管理コンサルティング会社ベイン・アンド・カンパニーがこのほど発表した報告書「中国ぜいたく品市場研究」によると、2018年に中国ぜいたく品市場の売上高は記録を更新した17年の勢いを引きつぎ、成長ペースは2年連続で20%に達したという。
報告書を作成したベイン社のグローバルパートナーのブルーノ・ランヌ氏は「驚くべき」という言葉で中国の成長ペースを形容した。これほどの成長にはさまざまな要因があり、たとえば中国のぜいたく品販売にはECという欧州の他の市場にはないチャンネルがある。中国ではネットでぜいたく品を買う人が他国よりも明らかに多い。また、消費が回帰し、中国政府が輸入関税を引き下げ、グレーマーケットに対する管理コントロールを強化し、大手ぜいたく品ブランドが中国と海外との価格差の調整を続けたなどの要因が絡み合って、ますます多くの中国人消費者が国内市場でぜいたく品を買うようになった。ベイン社の提供したデータによると、中国人消費者のぜいたく品消費のうち中国での消費が占める割合が15年は23%だったのが、18年は27%に上昇した。さらに25年には50%に達することが予想される。

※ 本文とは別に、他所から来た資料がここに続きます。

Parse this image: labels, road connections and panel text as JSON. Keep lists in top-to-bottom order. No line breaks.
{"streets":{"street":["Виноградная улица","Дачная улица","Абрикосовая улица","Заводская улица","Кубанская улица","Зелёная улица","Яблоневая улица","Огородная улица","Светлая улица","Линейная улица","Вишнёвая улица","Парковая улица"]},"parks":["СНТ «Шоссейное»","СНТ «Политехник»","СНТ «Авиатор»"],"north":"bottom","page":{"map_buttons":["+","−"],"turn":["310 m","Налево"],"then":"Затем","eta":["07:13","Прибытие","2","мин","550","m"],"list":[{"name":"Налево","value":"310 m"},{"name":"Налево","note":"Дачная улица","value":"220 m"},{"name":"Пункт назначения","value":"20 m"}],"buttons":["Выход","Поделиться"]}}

それではどのような人がぜいたく品を買うのだろうか。ランヌ氏は、「他国に比べ、中国のぜいたく品の消費者は平均年齢が低い。中国のミレニアル世代がぜいたく品市場の発展を牽引しており、過去1年間の市場の伸びはほぼすべてこの世代に属する23~28歳の消費者によるものだった」と話す。
驚くべき状況だが、中国ではこれが当たり前のことになっている。ここ数年ほど、消費財ブランドメーカーの多くが市場でのマーケティング戦略で若者を主なターゲットとしてきた。こうした流れの中、単価の高いぜいたく品ブランドも中国の若者を重視するようになった。中国の有名な大手ECプラットフォームに店舗を開設し、さらにはECプラットフォーム限定商品を打ち出し、中国で人気のネット有名人やオピニオンリーダーとコラボレーションして、雑誌の表紙やショーウィンドーのポスターに有名人が大勢登場させる。それも数カ月前から人気が出始めたばかりの新しい有名人たちだ。このような戦略をとる理由は、ますます低年齢化する顧客に合わせようとするからに他ならない。
中国の若者に高い購買力があるのはなぜか。ランヌ氏は、「研究の結果からわかったことは、中国のミレニアル世代の中のかなりの部分が自分の家を持ち、家からある程度の資金をもらうと同時に、自分で働いて得た収入もあり、可処分所得が多いということ。また、ミレニアル世代はたくさんの情報ルートをもっているのでぜいたく品に関する情報によく接し、ぜいたく品産業をよく知っているということだ」と話す。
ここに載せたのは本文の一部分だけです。